Tandai kalau ada typo ya!
Happy Reading!
.
.
.
Aku mengambil gagang telepon. Kupencet nomor demi nomor. Kudekatkan gagang telepon itu ke telingaku.
Tuut... Tuut...
Suara telepon memanggil berbunyi. Aku menunggu jawaban dari orang yang kutelepon.
"Halo?"
"Ah, halo George." Aku menyapa George.
"Ada apa, Thalia? Kau ingin berlatih lagi? Bukankah kemarin kita baru saling memukul?" George tertawa pelan di seberang sana. Aku menggeleng, walau tahu George tidak akan melihat gelenganku.
"Aku hanya ingin bilang untuk berhenti sementara, George. Kedua tanganku sakit, diperban. Aku tidak bisa tergopoh-gopoh berdiri untuk memukulmu." Aku berkata sambil sedikit bergurau.
"Astaga, bagaimana bisa?"
"Aku hanya kelewat semangat, George. Aku tidak bisa berhenti berpikir bagaimana cara untuk mengalahkanmu."
George tertawa lagi.
"Ya ampun, baiklah. Kuharap kau cepat sembuh, agar aku bisa membuat lebam di wajahmu lagi."

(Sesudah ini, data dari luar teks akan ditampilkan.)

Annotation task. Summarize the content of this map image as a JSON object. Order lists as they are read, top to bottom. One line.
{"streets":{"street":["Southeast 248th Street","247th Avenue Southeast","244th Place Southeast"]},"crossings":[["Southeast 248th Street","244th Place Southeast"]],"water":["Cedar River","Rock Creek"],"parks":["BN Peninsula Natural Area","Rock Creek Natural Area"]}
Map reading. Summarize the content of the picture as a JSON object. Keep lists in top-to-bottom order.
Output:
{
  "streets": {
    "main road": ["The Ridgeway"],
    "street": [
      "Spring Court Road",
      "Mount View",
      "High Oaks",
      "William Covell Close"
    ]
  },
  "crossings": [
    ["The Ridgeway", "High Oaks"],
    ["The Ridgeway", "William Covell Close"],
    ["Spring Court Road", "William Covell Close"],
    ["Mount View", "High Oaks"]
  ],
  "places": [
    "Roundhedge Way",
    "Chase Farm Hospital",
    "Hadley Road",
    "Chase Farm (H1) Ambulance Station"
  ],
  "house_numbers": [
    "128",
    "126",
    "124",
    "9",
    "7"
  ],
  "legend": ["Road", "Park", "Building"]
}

"Tunggulah. Aku, murid yang kau banggakan ini yang akan menonjok pipimu, Range." Aku dan George sama-sama tertawa. Entah lelucon macam apa ini.
Sambungan terputus, aku meletakkan telepon. Aku belum membeli ponsel lagi. Selama seminggu lamanya aku masih belum bertemu Papa. Aku takut. Lagipula ponsel tidak berguna di sini. Aku akan jarang memegangnya. Bayangkan saja jika ponselku baik-baik saja. Boleh jadi sampai saat ini aku masih menjadi Thalia yang lemah.
Aku berjalan ke ruang depan. Aku mengambil dua lembar kertas. Kutatap kertas itu. Matthew Minareen dan Kanaya Willson. Nama kedua orang tuaku tercantum di dua kertas itu. Aku diam berpikir. Haruskah aku ke sana untuk mencari-cari jejak mereka?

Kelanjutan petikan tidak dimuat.